The six lean, disturbing, unforgettable works in Fortune Smiles are distinct and unique, each a perfect marvel of subtlety and precision, each devastating in its own way. But they’re united in their ability to linger in your consciousness ... His restrained but haunting stories examine loss through the eyes of characters ravaged by loneliness and isolation. They’re all at the crossroads, struggling to take the next step.
Fortune’s six stories are mostly grounded in more familiar settings, but strangeness thrums beneath them all.

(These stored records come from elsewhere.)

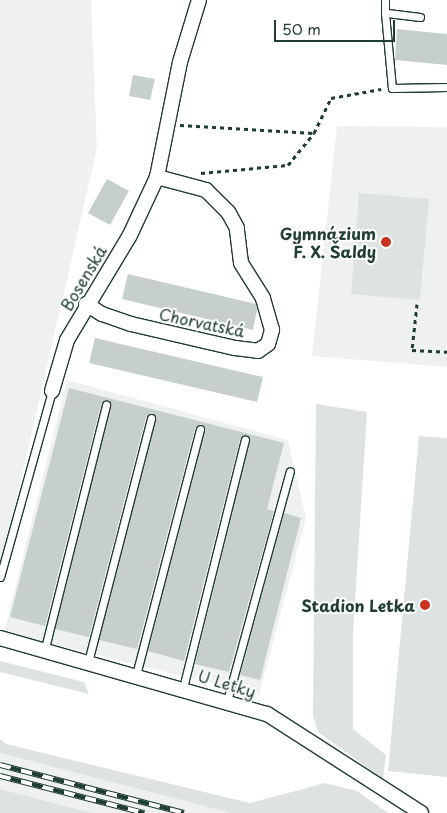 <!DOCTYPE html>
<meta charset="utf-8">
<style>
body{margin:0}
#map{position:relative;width:447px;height:813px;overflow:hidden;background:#fff;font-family:"Playpen Sans",sans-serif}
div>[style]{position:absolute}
.built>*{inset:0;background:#eef1f0}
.green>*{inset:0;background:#dee3e2}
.building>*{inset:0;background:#c7cfcc}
.path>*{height:3px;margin-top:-1.5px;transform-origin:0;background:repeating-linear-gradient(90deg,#1f3d34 0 4px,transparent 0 8px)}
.roads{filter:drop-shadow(1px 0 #1f3d34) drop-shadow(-1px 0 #1f3d34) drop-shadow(0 1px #1f3d34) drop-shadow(0 -1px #1f3d34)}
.lane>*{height:7px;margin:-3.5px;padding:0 3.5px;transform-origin:3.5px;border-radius:3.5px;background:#fff}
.street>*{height:14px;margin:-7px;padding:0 7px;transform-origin:7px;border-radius:7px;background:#fff}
.rail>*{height:5.5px;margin-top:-2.75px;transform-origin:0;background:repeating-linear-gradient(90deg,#fff 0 11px,#1f3d34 0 22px);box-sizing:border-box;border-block:1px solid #1f3d34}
.dots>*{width:14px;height:14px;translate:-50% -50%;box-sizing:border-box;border:2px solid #fff;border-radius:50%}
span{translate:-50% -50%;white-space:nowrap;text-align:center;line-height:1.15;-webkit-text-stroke:4px #fff;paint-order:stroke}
.poi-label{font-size:16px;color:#1f3d34;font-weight:700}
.right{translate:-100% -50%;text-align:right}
.street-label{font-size:16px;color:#1f3d34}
.scale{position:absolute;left:274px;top:20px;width:121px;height:22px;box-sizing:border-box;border:2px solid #1f3d34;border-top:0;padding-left:6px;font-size:15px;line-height:18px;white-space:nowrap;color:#1f3d34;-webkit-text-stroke:4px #fff;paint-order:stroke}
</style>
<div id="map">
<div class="built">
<div style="clip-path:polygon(0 0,91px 0,97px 148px,0 571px)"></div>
<div style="clip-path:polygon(337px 126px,447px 127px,447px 367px,312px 356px)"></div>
<div style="clip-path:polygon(67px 380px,288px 440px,306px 518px,259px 695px,4px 632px)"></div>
<div style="clip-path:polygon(0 753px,231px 813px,92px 813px,0 789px)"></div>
</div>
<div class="green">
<div style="clip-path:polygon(359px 193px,429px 199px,420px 300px,351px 294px)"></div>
<div style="clip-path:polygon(316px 404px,367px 412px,353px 633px,353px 729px,386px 755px,383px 779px,318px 732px,313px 716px)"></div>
<div style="clip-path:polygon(419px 436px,447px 438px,447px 777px,388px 771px)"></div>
<div style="clip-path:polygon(0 661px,84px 682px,89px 694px,0 672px)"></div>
<div style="clip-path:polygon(0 739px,6px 744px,250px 803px,325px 783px,357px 791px,388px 813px,231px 813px,0 753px)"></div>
<div style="clip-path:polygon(0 789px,92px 813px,0 813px)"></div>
</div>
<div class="building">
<div style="clip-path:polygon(397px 29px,447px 34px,447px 65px,395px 60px)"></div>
<div style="clip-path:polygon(133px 75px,155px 79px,150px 100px,129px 96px)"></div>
<div style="clip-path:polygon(107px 179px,129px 191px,110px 225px,88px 213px)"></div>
<div style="clip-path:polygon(128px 274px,256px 304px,257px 310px,253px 330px,122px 299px)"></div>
<div style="clip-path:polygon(95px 338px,263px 377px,257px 402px,89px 363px)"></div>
<div style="clip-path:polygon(69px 388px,284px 443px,267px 509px,274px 511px,229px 672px,195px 664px,250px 441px,246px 435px,240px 439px,184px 661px,148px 651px,205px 430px,201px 424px,195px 428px,137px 649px,99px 640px,156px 419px,152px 413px,146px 417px,89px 637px,55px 629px,111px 406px,107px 400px,101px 404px,45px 626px,10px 617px)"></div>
<div style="clip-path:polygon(284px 513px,301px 518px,260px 680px,240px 675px)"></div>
</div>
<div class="path">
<div style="left:180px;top:125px;width:134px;rotate:3.4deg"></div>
<div style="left:201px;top:173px;width:87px;rotate:-5.3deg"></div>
<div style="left:288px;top:165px;width:41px;rotate:-50.9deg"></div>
<div style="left:314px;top:133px;width:39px;rotate:-64deg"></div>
<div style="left:331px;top:98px;width:51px;rotate:-10.2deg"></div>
<div style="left:417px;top:304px;width:46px;rotate:96.2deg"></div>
<div style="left:412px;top:350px;width:35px;rotate:3deg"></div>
</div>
<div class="roads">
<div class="lane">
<div style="left:385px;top:13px;width:13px;rotate:-90deg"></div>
<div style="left:420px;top:17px;width:35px;rotate:-173deg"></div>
<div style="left:385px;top:13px;width:75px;rotate:84.7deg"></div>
<div style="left:392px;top:88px;width:55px;rotate:-1deg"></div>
<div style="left:0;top:577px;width:193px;rotate:-74.4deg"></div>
<div style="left:44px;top:652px;width:255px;rotate:-75.9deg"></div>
<div style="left:88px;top:662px;width:252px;rotate:-75.5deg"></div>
<div style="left:136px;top:675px;width:254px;rotate:-75.4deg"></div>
<div style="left:183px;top:688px;width:256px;rotate:-76deg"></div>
<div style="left:227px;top:701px;width:238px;rotate:-74.7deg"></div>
</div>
<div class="street">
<div style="left:86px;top:304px;width:19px;rotate:32deg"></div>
<div style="left:102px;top:314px;width:31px;rotate:19deg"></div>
<div style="left:131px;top:324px;width:107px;rotate:13deg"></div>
<div style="left:235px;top:348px;width:23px;rotate:7deg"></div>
<div style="left:258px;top:351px;width:12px;rotate:-35deg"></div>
<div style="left:268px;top:344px;width:15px;rotate:-74deg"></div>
<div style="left:272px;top:330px;width:33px;rotate:-106deg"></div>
<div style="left:263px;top:298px;width:41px;rotate:-122.2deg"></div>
<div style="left:241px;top:263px;width:35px;rotate:-97deg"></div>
<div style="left:237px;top:228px;width:18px;rotate:-119deg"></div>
<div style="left:228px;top:212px;width:31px;rotate:-135deg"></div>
<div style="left:206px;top:190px;width:51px;rotate:-165.1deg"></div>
<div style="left:52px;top:391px;width:53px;rotate:-73.6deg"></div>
<div style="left:67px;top:340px;width:122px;rotate:-59deg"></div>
<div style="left:130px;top:235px;width:64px;rotate:-65deg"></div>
<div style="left:157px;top:177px;width:117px;rotate:-78.7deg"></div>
<div style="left:180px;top:62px;width:65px;rotate:-73deg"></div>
<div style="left:0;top:638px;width:278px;rotate:15.9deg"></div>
<div style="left:267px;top:714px;width:183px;rotate:32.7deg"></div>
</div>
</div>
<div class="rail">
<div style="left:0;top:765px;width:190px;rotate:14.6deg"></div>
<div style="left:0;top:776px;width:149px;rotate:14.4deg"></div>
</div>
<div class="dots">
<div style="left:386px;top:242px;background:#c8321e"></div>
<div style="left:425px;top:605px;background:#c8321e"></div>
</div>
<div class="poi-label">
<span class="right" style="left:376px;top:242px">Gymnázium<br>F. X. Šaldy</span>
<span class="right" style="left:415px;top:605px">Stadion Letka</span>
</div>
<div class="street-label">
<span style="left:83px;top:278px;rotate:-59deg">Bosenská</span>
<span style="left:202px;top:322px;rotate:12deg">Chorvatská</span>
<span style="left:227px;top:683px;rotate:17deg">U Letky</span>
</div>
<div class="scale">50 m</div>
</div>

The characters—a UPS driver in post-Katrina Louisiana, a cancer patient, a self-loathing pedophile, a mismatched pair of Korean defectors, the former warden of a Stasi prison—are all displaced in some way, exiled or lost or just gone astray. The best story may be the first: 'Nirvana,' a beautifully calibrated near-future fable about a Silicon Valley programmer who reanimates an assassinated president to help him cope with the illness of his young wife. But every one carves out its own little corner of weird, indelible humanity.
Unlike his universally beloved The Orphan Master’s Son, Adam Johnson’s new work, Fortune Smiles, is an uneven output. Its six short pieces range from brilliant tales of pain and struggle, to more rote pieces focusing on adrift Koreans and former Stasi guards refusing to acknowledge their crimes, to downright bizarre metafiction about marriage, writing, and disease ... Johnson, a master of the slow-boil reveal, allows his characters to naturally progress to a place where their hard-won decisions seem like necessity, not mere choice.